I used to invite friends around many years ago (maybe once a month or so,) when the kids were small (pals from kiddie groups and who I met in the playbarn etc.) We would chat and have coffees whilst the kids played in the pool in the garden, or in the sandpit. My kids don't live at home now, so I can't envisage any situation why I would need or want to invite anyone (other than close family,) into my home.
I don't like people in my house. I like my privacy, and I hate having people around because after an hour I just find myself looking at the clock, and thinking 'when are they going to leave?'
If I want to meet anyone, I will meet them at a coffee shop, or at the pub. That way, I have control over when I get to detach myself from their company.

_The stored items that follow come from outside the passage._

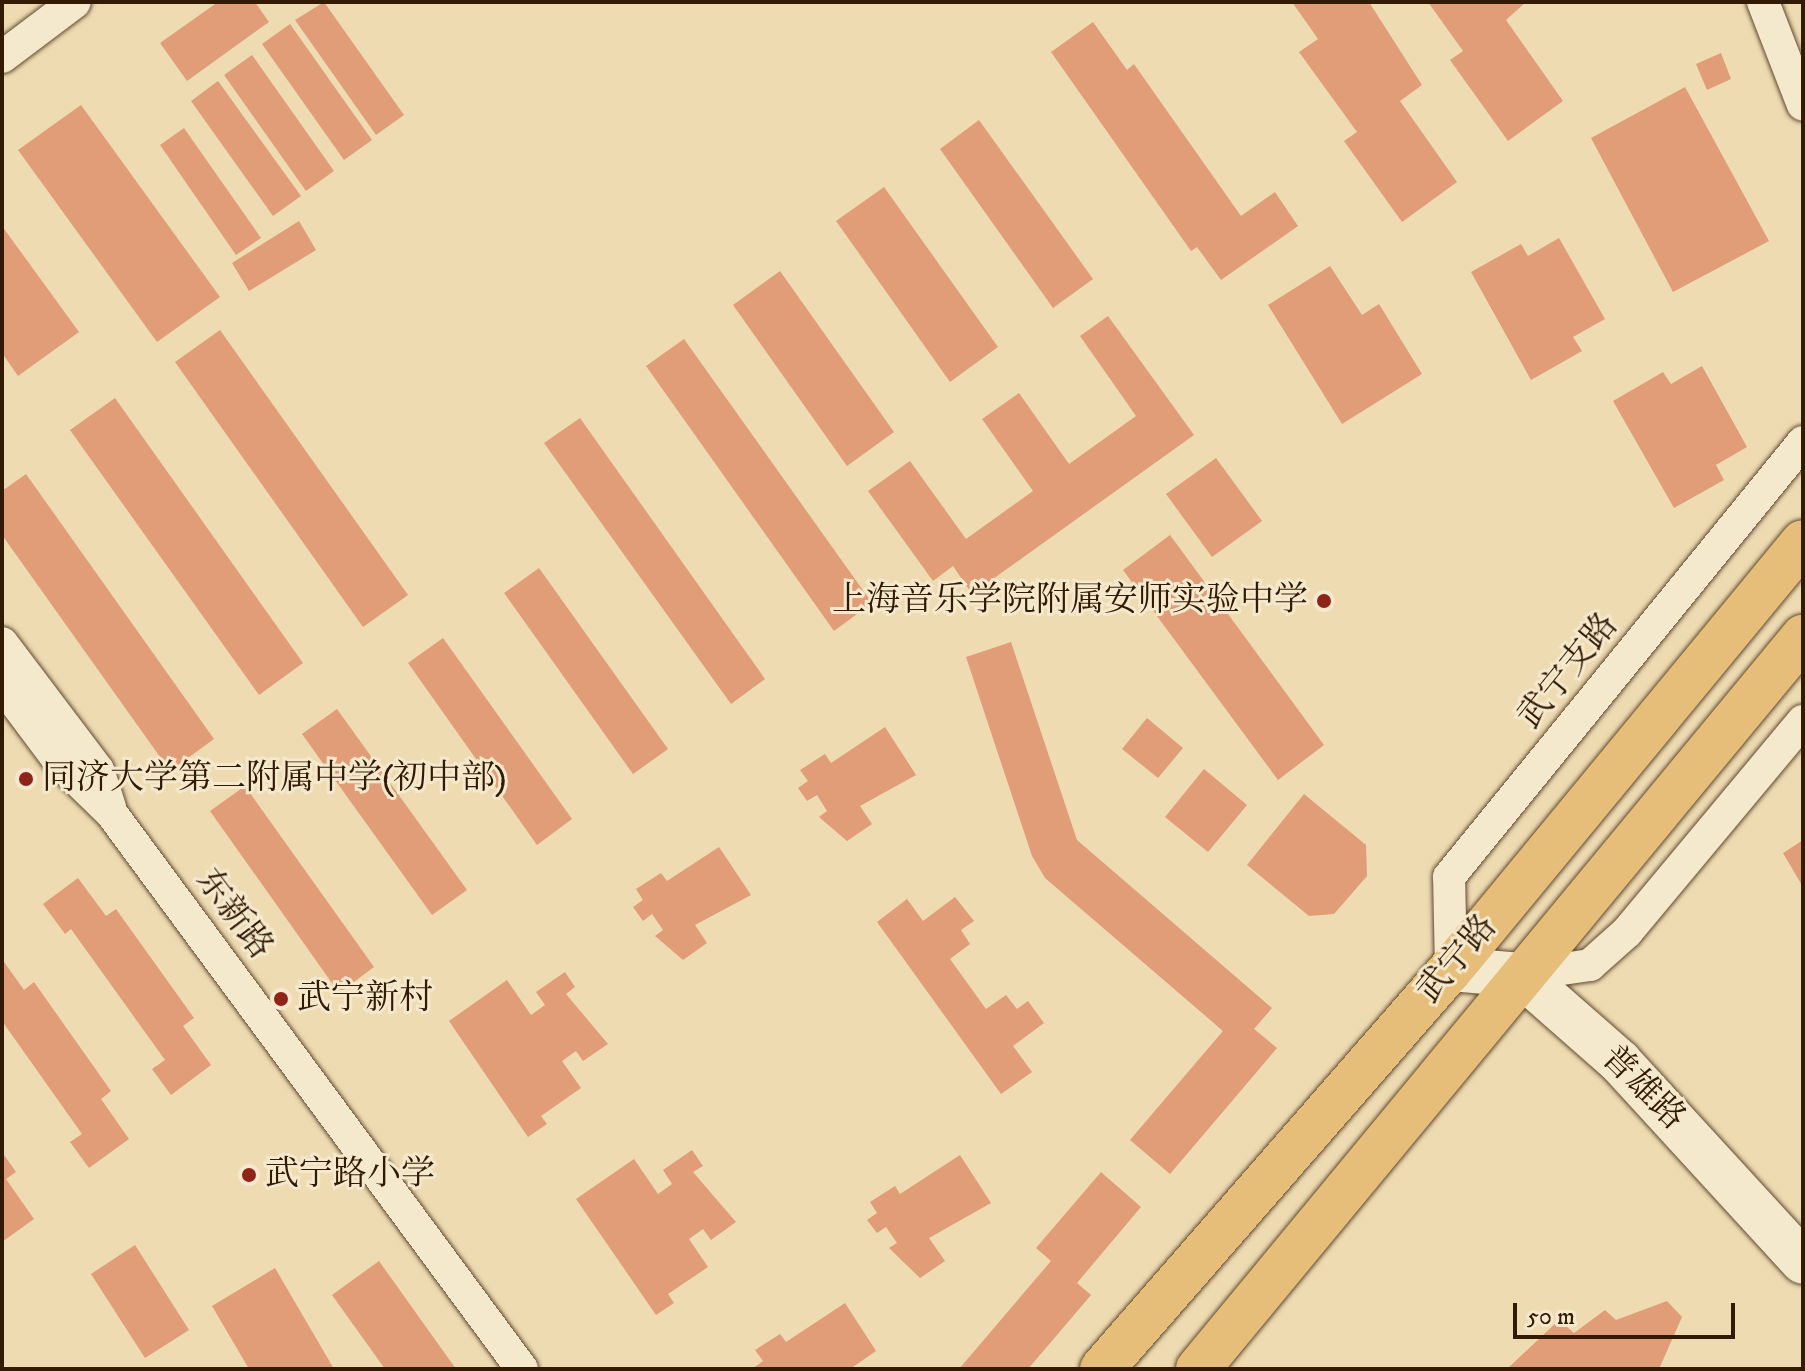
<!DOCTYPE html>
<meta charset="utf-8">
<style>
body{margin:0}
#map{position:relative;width:1805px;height:1371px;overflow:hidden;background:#eedbb2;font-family:"IM FELL DW Pica","Noto Serif SC",serif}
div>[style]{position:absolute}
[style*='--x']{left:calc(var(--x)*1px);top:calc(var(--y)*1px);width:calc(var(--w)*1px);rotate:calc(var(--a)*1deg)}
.building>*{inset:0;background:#e09d77}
.roads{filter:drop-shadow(0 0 2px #614a30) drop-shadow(0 0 2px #614a30)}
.minor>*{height:32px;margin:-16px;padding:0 16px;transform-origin:16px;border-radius:16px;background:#f4e8cd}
.secondary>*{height:44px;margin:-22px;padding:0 22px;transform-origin:22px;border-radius:22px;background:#f4e8cd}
.primary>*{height:44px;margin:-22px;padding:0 22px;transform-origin:22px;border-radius:22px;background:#e7be79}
.dots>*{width:22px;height:22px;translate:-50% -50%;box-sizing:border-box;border:4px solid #f4e8cd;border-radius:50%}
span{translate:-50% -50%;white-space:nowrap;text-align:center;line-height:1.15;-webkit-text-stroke:6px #f4e8cd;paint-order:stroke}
.poi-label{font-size:34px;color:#321a04}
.right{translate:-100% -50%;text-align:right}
.left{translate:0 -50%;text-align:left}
.street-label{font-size:34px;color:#321a04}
.frame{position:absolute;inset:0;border:4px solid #321a04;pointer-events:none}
.scale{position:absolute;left:1513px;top:1303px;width:222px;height:36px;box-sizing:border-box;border:4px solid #321a04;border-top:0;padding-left:10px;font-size:24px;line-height:28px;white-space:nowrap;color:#321a04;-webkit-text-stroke:6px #f4e8cd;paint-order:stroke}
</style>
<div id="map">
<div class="building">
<i style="clip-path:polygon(218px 2px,255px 2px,269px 22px,187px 81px,160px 43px)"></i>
<i style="clip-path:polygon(324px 2px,404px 115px,376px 135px,295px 20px)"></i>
<i style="clip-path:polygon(1292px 2px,1369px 2px,1422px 85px,1400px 101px,1457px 182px,1402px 222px,1344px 141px,1357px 132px,1299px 52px,1318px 39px)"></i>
<i style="clip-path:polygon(1428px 2px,1526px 2px,1506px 20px,1563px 101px,1508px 141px,1450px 60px,1463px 51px)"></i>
<i style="clip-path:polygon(1093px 22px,1127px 70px,1134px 64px,1241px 216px,1275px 192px,1298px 226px,1221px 280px,1197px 247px,1191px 251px,1051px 52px)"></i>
<i style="clip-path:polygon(290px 24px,372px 140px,344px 160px,262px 44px)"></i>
<i style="clip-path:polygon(1721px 53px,1731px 79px,1707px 90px,1696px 64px)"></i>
<i style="clip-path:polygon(252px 55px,334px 171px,306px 191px,224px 75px)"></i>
<i style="clip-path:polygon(218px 81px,301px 196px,273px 216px,191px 101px)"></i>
<i style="clip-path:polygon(1685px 87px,1769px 241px,1673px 292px,1591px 138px)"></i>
<i style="clip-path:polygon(81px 105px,220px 297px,157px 342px,18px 150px)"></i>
<i style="clip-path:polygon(979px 120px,1093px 279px,1053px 308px,940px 149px)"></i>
<i style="clip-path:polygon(184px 128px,261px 238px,236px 255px,160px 145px)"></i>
<i style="clip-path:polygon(884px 187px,998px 347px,950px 382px,836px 221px)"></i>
<i style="clip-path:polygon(299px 221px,316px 250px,249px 291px,232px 263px)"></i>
<i style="clip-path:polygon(2px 226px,79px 332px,18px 376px,2px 353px)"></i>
<i style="clip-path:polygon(1559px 238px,1605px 319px,1573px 337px,1582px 351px,1531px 380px,1471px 272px,1521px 244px,1528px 256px)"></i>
<i style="clip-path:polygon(1330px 266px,1362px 315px,1379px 304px,1422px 374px,1342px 424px,1268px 305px)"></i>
<i style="clip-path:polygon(780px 271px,894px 432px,847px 466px,733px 305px)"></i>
<i style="clip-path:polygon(1108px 316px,1194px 435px,972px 594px,953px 566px,933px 581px,868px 491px,910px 461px,966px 539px,1033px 491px,982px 419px,1019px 393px,1069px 464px,1136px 416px,1080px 336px)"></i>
<i style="clip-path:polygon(220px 330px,408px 595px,363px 627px,175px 362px)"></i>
<i style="clip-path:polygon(684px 339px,872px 603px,834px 631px,646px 366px)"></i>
<i style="clip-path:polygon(1702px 366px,1747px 447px,1716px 465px,1724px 480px,1674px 508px,1613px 401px,1663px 372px,1671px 384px)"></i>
<i style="clip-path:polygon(115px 398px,303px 663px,259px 695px,70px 430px)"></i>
<i style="clip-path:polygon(580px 418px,765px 679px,731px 704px,544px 443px)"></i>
<i style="clip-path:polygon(1216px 458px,1262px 521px,1212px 557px,1166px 494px)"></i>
<i style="clip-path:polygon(26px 474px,214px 739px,170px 771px,2px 535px,2px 491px)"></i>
<i style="clip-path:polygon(1170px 535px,1324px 745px,1278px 780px,1123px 570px)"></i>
<i style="clip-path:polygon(539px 568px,668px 749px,633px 774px,504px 593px)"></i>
<i style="clip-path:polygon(443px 638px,572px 819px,537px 845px,408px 663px)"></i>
<i style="clip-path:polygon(1011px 642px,1077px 840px,1272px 1008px,1254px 1029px,1277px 1048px,1170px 1174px,1130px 1140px,1223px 1031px,1045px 878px,1032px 856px,966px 657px)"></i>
<i style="clip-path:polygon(337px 709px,467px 890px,432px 915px,302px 734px)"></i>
<i style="clip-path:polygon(1147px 718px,1183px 748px,1158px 778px,1122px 749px)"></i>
<i style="clip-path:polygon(885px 727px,916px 775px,860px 806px,872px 824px,847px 841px,819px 817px,827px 811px,817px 795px,807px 801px,798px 788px,808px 781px,800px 770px,825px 754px,831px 763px)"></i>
<i style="clip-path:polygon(1204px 769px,1247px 805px,1208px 852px,1165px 817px)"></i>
<i style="clip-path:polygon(245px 786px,374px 967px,339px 993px,210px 811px)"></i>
<i style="clip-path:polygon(1304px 794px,1366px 845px,1367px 876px,1334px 914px,1309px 916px,1247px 865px)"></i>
<i style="clip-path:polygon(1803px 840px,1803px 887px,1783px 853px)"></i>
<i style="clip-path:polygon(719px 847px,751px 895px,695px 925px,707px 943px,683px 960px,655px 936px,663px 930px,652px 914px,643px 921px,633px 907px,643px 900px,636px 889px,661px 873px,667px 881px)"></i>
<i style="clip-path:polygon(78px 878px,106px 916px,116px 909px,194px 1018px,183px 1026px,211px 1065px,171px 1095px,152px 1069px,165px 1060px,71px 929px,65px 934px,43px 904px)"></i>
<i style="clip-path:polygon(955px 897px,974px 921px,961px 930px,970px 944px,950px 959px,986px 1009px,1006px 995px,1017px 1009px,1028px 1001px,1044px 1023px,1013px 1046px,1032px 1072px,1001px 1094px,877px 922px,907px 899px,923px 921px)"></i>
<i style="clip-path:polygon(2px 959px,24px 990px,34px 982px,111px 1091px,101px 1099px,129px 1139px,89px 1168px,70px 1142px,82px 1134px,2px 1021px)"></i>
<i style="clip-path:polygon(565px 972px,575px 987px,566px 994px,608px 1044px,583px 1061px,576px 1051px,562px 1061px,581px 1088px,541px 1116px,547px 1124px,528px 1137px,449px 1021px,507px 980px,531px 1015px,545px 1005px,536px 992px)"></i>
<i style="clip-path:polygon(692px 1150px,703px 1166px,693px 1172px,736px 1222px,711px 1240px,703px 1229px,689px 1239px,708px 1267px,668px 1294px,674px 1303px,656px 1315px,576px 1199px,634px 1159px,658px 1194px,672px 1184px,663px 1170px)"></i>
<i style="clip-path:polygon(2px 1152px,16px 1172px,6px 1179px,34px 1219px,2px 1242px)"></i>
<i style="clip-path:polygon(960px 1155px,991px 1203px,929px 1238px,945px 1261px,920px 1278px,889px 1248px,897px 1243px,886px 1227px,877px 1233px,867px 1220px,877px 1213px,870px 1202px,895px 1186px,900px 1194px)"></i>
<i style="clip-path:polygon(1101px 1172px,1141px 1207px,1077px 1283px,1091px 1295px,1028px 1369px,959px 1369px,1051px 1261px,1036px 1248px)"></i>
<i style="clip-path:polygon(135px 1245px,189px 1330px,145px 1358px,91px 1274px)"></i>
<i style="clip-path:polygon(379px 1261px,456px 1369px,385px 1369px,332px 1295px)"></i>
<i style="clip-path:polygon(275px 1268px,334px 1369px,249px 1369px,212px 1306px)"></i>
<i style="clip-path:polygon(1667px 1301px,1682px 1317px,1659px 1369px,1507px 1369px,1559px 1320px,1574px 1333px,1605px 1310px,1616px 1320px)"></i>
<i style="clip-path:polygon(845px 1303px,876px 1351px,850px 1369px,752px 1369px,763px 1361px,755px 1350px,780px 1334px,786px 1342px)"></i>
</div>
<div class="roads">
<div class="minor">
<i style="--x:1763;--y:2;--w:110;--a:68.8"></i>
<i style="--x:2;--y:57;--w:91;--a:-37"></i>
<i style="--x:2;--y:643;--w:159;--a:52.9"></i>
<i style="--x:98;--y:770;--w:39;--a:72"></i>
<i style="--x:2;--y:685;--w:99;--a:53.2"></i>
<i style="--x:61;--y:764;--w:71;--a:44.4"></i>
<i style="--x:112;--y:814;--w:690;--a:53.55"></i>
<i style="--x:1451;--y:969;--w:92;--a:-91.2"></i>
<i style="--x:1449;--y:877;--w:561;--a:-50.86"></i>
<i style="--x:1521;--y:975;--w:70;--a:-8.2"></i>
<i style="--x:1590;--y:965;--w:50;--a:-41.7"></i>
<i style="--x:1627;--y:932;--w:275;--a:-50.2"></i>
</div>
<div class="secondary">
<i style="--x:1451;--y:969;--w:70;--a:4.9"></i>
<i style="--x:1521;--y:975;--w:132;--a:41.3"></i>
<i style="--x:1620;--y:1062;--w:271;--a:47.5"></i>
</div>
<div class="primary">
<i style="--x:1102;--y:1369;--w:531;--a:-48.9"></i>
<i style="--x:1451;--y:969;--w:553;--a:-50.5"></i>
<i style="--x:1198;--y:1369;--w:950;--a:-50.43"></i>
</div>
</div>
<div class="dots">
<i style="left:1324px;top:601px;background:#8f2418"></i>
<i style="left:26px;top:779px;background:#8f2418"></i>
<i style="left:281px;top:999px;background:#8f2418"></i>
<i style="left:249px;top:1175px;background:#8f2418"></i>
</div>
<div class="poi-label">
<span class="right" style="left:1308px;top:601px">上海音乐学院附属安师实验中学</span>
<span class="left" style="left:42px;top:779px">同济大学第二附属中学(初中部)</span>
<span class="left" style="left:297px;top:999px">武宁新村</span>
<span class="left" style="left:265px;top:1175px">武宁路小学</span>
</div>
<div class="street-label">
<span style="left:1568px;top:671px;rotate:-51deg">武宁支路</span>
<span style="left:234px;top:914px;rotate:53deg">东新路</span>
<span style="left:1457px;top:959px;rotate:-50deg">武宁路</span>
<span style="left:1643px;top:1088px;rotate:45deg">普雄路</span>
</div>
<div class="frame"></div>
<div class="scale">50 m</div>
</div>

I don't like going to other peoples houses either; I never feel comfortable and always feel awkward. A couple of people we know have invited us for a meal (a colleague of my husband and his wife, and the parents of the partner of one of our adult children,) and we have not accepted or arranged anything yet.
Thing is, we went for a meal about a year ago, after this one couple asked us about TEN TIMES to come to their home for a meal. We went in the end to shut them up. Within days they were asking when they could come to ours for a meal.
We have not asked them. A year on, they hardly speak. I heard from a mutual acquaintance that they were offended and miffed that we never asked them to ours for a meal.
If you have any doubts OP, then don't ask her around to your home yet. Thing is, may you set a precedent that you find hard to shake.